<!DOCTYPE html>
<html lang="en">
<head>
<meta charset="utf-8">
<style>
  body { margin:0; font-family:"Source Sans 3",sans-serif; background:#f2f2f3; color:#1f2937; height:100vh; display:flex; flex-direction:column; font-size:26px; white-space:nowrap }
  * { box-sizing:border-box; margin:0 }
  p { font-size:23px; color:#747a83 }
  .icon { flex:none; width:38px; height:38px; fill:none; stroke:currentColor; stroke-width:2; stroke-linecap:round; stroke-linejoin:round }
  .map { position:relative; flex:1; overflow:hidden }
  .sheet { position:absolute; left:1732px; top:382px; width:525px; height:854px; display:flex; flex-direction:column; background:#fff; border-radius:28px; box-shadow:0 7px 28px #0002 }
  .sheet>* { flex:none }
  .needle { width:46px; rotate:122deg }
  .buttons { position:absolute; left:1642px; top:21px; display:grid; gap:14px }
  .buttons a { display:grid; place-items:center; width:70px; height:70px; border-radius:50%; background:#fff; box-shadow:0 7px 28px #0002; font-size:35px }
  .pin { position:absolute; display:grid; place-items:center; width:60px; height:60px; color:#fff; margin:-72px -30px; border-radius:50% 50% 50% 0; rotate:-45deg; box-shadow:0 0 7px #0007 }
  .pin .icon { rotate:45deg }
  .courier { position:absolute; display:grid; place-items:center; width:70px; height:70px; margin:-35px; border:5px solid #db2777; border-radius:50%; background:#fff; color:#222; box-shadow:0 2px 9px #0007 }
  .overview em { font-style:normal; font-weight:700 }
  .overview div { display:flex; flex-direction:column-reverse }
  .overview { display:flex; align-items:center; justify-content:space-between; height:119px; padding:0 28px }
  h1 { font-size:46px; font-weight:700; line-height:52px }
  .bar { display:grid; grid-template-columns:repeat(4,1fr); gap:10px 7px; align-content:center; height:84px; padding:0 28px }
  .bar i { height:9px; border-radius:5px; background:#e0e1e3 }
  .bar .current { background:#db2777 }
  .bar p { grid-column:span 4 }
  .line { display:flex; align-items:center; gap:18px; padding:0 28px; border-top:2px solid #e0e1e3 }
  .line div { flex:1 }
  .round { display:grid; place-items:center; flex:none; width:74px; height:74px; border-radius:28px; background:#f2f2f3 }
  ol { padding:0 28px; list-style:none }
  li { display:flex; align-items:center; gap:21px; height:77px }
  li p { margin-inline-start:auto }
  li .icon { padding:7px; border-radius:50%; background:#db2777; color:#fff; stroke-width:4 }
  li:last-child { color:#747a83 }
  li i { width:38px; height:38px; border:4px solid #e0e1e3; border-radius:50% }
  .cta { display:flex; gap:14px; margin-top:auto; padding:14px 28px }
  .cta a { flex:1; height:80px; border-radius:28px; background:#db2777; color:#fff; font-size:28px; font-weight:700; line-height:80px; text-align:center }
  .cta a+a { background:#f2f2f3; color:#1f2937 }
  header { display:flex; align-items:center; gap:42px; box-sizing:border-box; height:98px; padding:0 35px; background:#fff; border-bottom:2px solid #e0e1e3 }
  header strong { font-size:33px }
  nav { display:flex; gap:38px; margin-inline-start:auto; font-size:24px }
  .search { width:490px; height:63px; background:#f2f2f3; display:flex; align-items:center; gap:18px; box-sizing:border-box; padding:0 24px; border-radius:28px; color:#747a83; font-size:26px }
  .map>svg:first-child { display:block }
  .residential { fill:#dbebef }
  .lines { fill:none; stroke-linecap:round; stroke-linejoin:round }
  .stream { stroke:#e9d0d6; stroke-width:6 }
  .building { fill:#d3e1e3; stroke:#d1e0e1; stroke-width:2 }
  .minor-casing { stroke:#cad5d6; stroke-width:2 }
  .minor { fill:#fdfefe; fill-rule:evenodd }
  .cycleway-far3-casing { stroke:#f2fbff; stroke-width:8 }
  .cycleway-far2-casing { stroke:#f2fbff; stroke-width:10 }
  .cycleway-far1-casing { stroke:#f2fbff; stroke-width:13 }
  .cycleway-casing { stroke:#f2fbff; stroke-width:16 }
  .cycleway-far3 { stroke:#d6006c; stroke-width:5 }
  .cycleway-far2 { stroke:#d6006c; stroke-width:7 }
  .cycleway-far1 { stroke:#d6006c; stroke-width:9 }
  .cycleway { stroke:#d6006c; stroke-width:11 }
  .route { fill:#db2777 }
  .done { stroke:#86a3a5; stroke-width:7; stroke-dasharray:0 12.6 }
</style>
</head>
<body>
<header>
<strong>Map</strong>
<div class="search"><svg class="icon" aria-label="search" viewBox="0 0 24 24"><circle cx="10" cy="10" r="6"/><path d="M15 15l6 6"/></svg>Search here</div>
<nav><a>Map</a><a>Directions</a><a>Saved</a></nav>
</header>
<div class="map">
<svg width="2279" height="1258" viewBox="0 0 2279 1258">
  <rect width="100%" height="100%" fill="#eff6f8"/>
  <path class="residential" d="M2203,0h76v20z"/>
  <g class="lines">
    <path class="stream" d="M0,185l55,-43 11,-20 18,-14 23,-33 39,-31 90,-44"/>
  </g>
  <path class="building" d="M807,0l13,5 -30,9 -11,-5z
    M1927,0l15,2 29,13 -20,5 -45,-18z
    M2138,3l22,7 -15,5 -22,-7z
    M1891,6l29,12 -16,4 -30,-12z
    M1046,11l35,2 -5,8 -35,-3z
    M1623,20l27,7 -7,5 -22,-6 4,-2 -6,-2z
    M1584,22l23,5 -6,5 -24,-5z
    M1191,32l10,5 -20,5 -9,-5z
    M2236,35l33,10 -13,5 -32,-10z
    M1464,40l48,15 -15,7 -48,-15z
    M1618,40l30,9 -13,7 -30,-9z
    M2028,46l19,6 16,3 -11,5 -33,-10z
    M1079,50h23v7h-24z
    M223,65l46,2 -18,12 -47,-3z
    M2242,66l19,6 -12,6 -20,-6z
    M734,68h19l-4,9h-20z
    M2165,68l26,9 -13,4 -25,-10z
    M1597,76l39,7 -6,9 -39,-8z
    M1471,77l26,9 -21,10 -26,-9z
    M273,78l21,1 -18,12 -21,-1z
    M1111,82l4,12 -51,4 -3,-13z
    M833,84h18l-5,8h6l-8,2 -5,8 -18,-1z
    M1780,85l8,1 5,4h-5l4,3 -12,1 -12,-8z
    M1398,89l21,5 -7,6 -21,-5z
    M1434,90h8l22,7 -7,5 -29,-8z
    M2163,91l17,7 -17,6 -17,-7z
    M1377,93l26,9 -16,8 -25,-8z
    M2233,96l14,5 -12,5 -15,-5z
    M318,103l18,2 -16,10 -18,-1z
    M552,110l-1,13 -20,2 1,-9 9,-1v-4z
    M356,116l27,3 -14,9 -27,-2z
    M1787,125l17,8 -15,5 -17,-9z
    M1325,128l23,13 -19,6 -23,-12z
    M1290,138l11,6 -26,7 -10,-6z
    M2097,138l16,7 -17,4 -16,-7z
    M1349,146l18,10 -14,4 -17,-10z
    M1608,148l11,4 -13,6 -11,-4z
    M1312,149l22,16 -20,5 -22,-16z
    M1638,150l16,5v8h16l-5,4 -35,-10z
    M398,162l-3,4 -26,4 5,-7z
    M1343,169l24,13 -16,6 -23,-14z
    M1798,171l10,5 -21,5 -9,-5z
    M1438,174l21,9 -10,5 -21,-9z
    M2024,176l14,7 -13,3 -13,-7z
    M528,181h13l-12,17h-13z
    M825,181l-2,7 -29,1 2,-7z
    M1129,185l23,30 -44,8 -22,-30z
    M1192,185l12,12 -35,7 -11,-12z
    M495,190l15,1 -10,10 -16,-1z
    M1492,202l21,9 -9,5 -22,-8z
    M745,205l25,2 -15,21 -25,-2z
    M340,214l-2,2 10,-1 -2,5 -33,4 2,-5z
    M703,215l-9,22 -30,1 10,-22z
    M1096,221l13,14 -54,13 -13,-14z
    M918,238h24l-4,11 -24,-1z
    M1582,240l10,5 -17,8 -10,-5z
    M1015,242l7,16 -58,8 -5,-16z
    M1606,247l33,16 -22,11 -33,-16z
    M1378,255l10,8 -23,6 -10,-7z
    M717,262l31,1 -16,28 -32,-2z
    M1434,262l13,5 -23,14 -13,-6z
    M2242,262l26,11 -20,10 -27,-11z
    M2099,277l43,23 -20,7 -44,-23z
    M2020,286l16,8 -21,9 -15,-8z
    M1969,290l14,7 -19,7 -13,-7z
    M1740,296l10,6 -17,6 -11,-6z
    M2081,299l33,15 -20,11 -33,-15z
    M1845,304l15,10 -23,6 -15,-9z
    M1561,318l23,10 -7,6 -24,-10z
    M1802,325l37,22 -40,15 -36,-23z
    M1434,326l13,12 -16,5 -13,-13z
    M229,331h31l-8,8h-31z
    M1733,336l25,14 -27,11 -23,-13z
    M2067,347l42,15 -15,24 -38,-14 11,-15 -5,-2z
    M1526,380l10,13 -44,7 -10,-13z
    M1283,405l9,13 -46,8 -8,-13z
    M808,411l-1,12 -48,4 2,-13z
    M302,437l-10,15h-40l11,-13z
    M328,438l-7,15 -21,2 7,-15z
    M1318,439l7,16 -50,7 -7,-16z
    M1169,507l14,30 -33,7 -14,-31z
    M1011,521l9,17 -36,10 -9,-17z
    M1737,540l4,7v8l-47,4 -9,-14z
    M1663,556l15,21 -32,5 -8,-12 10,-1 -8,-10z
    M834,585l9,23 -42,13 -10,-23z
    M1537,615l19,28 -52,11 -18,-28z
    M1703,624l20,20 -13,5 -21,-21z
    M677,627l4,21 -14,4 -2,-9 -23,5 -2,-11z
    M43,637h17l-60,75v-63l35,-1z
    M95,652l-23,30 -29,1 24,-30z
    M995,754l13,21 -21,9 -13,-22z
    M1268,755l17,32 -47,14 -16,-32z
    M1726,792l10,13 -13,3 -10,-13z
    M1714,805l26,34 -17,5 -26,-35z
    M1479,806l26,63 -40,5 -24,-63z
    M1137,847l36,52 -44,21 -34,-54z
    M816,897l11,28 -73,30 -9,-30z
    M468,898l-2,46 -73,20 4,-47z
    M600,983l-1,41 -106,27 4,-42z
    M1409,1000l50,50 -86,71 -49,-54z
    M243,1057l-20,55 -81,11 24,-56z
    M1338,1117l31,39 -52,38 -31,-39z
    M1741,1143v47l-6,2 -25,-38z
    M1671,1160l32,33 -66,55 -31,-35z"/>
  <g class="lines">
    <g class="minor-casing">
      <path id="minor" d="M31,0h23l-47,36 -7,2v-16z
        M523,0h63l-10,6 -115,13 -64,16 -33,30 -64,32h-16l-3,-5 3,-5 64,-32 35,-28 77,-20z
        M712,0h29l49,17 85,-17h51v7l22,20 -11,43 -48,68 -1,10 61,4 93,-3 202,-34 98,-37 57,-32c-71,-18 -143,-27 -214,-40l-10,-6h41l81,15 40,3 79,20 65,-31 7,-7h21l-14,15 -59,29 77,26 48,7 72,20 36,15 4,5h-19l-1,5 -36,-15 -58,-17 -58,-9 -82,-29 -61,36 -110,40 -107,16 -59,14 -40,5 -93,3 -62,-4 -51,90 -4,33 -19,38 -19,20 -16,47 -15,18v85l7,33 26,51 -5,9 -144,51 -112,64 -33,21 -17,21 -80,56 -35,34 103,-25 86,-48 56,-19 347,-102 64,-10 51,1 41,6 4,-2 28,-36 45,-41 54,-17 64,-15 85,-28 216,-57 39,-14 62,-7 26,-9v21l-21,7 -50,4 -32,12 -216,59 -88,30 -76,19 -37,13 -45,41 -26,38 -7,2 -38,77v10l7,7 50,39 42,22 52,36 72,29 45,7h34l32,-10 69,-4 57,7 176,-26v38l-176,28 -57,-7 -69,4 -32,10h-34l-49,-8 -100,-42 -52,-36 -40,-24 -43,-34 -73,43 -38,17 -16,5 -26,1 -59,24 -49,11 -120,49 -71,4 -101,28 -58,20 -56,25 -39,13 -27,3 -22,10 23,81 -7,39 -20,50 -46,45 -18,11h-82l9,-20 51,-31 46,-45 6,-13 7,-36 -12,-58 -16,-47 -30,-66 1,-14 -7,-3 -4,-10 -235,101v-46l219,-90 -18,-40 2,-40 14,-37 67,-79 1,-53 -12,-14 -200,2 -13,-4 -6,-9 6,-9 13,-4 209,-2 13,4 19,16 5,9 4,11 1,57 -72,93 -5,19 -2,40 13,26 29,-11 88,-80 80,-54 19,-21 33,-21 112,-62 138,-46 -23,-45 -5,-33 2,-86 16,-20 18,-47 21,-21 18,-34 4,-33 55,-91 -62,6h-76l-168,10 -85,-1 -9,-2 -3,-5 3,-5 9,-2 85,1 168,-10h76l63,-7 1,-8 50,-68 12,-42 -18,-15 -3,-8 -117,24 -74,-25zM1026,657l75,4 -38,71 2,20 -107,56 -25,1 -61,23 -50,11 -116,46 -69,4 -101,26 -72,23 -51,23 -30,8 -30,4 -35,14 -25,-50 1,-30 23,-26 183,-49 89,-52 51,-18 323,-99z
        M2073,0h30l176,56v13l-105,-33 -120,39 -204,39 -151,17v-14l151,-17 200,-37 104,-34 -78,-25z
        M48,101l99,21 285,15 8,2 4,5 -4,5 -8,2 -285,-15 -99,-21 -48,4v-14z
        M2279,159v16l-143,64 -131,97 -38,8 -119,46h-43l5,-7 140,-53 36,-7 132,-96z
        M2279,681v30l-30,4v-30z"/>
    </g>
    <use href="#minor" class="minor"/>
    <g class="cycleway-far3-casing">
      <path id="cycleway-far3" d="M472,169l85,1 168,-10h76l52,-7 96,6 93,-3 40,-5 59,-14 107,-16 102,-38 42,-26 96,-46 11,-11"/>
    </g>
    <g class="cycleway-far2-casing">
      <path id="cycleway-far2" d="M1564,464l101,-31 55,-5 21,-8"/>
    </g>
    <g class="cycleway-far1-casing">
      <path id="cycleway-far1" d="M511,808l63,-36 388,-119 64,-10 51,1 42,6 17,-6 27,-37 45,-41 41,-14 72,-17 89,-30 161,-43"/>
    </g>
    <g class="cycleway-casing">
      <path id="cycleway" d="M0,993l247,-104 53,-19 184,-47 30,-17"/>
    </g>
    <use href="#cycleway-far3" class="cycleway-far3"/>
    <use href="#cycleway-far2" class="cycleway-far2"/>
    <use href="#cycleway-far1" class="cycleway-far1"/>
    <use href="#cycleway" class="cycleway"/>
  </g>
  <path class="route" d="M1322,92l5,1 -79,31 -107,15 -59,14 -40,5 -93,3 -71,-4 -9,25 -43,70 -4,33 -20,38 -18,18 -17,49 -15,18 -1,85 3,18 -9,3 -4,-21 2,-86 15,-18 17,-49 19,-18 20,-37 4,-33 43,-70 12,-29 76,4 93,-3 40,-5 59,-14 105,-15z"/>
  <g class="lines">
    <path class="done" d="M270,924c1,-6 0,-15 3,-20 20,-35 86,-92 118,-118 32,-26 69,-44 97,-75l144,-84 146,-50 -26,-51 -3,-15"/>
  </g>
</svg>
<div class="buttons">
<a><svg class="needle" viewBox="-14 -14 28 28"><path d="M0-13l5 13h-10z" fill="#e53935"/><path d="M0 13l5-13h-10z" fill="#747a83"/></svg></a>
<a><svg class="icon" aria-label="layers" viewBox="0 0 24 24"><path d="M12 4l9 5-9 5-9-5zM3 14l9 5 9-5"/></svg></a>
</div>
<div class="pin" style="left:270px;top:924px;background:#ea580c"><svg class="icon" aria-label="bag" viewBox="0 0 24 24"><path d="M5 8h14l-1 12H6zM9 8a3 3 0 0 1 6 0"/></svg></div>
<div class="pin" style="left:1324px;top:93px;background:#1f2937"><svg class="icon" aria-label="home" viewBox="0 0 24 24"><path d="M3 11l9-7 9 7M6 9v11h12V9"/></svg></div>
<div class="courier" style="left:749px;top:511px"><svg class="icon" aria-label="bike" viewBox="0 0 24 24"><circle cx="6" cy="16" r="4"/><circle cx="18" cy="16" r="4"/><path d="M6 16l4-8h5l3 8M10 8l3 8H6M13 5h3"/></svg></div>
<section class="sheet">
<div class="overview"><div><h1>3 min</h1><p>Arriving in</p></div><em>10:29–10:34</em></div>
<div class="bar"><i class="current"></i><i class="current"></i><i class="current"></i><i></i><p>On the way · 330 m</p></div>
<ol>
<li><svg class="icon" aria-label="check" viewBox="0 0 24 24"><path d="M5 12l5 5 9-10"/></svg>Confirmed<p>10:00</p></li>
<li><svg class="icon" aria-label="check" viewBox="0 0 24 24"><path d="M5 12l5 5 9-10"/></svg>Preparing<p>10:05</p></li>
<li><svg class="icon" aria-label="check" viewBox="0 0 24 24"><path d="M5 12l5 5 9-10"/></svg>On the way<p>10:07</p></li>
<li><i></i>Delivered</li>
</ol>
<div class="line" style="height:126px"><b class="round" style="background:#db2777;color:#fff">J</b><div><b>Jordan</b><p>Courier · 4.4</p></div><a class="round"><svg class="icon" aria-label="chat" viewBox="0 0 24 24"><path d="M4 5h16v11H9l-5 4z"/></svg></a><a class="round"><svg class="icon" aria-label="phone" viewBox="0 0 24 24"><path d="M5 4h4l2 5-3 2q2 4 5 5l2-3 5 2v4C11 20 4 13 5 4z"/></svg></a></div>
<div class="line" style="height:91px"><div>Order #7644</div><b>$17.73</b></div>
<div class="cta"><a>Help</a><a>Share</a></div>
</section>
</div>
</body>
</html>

****

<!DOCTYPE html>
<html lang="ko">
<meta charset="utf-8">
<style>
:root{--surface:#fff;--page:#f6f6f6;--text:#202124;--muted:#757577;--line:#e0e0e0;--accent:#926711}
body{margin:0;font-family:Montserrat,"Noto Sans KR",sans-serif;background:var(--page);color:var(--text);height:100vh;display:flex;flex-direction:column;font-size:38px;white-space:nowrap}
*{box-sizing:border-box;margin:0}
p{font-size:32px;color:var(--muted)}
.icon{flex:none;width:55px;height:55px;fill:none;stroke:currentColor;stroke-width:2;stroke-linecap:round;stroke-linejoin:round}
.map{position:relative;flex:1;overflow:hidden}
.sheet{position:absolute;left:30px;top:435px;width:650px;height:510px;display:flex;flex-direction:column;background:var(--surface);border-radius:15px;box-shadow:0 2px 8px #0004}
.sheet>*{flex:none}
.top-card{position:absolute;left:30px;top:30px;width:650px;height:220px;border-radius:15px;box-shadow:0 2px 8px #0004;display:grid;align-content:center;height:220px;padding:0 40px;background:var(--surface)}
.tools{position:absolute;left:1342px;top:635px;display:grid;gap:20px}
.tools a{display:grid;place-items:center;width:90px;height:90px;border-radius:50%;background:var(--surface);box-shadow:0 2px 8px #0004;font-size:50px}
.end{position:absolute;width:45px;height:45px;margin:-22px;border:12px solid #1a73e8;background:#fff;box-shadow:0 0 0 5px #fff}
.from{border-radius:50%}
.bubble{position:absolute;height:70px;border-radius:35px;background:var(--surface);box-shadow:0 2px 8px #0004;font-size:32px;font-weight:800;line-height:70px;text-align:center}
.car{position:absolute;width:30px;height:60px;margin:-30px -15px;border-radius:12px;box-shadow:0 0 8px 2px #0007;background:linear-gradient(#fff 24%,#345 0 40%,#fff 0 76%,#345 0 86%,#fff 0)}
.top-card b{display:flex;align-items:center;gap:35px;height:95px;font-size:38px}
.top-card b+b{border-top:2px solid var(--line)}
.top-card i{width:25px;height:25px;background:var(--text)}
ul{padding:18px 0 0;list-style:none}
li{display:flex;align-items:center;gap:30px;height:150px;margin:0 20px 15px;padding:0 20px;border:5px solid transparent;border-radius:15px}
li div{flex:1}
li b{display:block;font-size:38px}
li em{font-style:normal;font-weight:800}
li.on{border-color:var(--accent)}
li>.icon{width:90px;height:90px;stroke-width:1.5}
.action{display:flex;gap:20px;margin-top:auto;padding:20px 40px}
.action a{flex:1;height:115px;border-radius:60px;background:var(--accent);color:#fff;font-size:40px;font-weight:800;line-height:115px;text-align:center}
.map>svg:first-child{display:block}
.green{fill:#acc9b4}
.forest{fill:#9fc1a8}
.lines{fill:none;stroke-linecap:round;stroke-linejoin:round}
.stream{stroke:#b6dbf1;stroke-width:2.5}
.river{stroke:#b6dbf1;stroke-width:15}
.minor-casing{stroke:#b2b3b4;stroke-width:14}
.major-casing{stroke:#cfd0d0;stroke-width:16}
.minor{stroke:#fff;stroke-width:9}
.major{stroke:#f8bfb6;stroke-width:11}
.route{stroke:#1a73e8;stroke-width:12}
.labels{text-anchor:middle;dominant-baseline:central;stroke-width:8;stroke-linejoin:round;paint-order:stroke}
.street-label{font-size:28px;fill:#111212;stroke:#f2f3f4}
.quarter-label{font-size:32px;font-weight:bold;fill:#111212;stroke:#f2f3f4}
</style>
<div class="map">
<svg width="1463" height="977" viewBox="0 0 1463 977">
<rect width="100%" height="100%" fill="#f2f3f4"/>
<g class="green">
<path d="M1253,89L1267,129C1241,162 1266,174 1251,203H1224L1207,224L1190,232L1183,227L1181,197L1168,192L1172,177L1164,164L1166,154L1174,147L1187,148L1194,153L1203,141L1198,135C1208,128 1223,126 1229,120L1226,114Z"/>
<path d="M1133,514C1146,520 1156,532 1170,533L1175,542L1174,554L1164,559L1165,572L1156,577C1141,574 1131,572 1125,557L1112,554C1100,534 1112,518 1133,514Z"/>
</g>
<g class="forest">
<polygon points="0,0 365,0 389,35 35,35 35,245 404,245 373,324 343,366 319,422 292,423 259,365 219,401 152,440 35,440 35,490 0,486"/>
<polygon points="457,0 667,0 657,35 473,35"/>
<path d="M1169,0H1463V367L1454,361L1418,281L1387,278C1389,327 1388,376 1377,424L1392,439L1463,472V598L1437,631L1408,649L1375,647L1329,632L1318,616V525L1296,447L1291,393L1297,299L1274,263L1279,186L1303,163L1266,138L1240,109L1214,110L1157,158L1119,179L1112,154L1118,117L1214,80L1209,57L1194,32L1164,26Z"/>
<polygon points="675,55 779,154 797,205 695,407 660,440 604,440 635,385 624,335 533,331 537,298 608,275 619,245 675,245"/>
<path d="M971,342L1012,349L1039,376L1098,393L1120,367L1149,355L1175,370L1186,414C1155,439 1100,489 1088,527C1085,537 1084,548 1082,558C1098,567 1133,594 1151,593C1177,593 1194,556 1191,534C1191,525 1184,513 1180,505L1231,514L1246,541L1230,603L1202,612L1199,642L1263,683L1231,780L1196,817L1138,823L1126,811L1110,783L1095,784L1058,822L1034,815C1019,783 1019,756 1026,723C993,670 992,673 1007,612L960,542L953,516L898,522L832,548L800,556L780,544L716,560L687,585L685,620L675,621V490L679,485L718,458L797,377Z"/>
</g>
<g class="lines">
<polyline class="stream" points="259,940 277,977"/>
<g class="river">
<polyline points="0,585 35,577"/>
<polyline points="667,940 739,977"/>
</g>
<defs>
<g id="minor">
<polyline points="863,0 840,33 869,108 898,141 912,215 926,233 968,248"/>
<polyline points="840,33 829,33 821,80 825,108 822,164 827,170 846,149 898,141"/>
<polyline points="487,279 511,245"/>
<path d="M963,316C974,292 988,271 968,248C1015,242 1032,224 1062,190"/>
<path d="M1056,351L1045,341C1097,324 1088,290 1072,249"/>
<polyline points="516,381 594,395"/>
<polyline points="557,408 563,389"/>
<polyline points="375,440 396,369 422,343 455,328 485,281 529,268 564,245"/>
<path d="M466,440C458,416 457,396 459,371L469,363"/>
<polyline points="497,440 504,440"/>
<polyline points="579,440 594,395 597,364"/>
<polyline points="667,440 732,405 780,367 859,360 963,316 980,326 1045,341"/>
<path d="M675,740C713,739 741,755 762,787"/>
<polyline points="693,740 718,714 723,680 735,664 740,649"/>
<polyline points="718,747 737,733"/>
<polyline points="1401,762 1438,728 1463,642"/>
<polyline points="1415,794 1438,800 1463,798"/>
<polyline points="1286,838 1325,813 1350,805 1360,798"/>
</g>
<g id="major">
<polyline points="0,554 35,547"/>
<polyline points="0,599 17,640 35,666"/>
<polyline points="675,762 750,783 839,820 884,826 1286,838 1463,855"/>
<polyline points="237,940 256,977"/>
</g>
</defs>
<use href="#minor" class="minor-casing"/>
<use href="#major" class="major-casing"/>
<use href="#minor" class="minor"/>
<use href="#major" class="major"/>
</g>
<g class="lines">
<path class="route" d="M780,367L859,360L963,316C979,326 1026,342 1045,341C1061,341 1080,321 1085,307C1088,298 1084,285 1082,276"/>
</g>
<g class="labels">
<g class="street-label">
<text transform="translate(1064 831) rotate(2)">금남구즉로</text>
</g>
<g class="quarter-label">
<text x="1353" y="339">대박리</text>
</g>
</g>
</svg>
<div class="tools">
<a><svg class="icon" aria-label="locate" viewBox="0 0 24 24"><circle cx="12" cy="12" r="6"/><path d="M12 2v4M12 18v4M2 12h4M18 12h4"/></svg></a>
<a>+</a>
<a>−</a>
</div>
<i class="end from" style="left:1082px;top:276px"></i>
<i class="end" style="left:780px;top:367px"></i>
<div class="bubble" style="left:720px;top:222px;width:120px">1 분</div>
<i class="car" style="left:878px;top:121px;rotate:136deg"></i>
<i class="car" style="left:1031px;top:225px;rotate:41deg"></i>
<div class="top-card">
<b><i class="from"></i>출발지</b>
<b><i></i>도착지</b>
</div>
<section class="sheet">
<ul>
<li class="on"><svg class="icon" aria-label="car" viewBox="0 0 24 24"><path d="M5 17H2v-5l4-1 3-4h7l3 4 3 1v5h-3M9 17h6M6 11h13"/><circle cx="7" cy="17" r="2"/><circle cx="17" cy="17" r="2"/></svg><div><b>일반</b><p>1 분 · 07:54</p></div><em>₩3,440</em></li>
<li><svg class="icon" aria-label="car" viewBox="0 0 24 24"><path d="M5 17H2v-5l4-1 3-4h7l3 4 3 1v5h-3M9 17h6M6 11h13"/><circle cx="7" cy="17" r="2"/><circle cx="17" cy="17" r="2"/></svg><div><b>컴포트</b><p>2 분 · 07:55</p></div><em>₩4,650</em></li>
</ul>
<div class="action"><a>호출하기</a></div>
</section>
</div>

****

## What is required
Gather all lines from the listing above in which "buttons" occurs.

## Expected output
  .buttons { position:absolute; left:1642px; top:21px; display:grid; gap:14px }
  .buttons a { display:grid; place-items:center; width:70px; height:70px; border-radius:50%; background:#fff; box-shadow:0 7px 28px #0002; font-size:35px }
<div class="buttons">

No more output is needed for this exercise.